Stored items:
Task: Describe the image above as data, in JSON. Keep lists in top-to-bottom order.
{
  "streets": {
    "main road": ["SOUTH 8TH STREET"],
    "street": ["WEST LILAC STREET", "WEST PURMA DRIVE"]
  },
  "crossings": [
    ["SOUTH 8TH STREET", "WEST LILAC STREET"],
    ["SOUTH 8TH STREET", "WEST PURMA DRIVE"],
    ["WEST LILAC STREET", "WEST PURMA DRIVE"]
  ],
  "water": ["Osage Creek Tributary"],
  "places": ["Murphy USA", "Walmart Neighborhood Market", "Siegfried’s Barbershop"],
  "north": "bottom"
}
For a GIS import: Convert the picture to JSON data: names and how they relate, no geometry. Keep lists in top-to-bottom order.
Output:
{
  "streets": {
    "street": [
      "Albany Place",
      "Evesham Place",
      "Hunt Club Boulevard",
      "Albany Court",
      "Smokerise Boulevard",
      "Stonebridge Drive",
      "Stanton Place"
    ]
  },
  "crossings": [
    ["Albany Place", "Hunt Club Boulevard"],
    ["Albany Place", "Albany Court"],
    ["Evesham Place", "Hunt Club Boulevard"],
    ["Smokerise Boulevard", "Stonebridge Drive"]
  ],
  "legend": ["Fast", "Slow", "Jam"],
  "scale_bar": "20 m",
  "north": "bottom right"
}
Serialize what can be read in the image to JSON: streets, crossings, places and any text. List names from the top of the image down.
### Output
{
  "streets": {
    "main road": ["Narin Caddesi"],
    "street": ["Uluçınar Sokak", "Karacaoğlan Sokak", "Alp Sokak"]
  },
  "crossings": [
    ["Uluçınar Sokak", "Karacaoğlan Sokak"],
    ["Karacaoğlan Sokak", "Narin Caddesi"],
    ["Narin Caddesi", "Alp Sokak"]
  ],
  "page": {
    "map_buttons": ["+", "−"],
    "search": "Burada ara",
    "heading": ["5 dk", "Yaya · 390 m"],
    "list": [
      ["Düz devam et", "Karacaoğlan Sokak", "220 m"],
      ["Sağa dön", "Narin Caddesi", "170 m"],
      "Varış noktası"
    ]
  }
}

TASK PROMPT:
Show each line in the data where the string "names" appears.

WRITTEN SOLUTION:
For a GIS import: Convert the picture to JSON data: names and how they relate, no geometry. Keep lists in top-to-bottom order.
Serialize what can be read in the image to JSON: streets, crossings, places and any text. List names from the top of the image down.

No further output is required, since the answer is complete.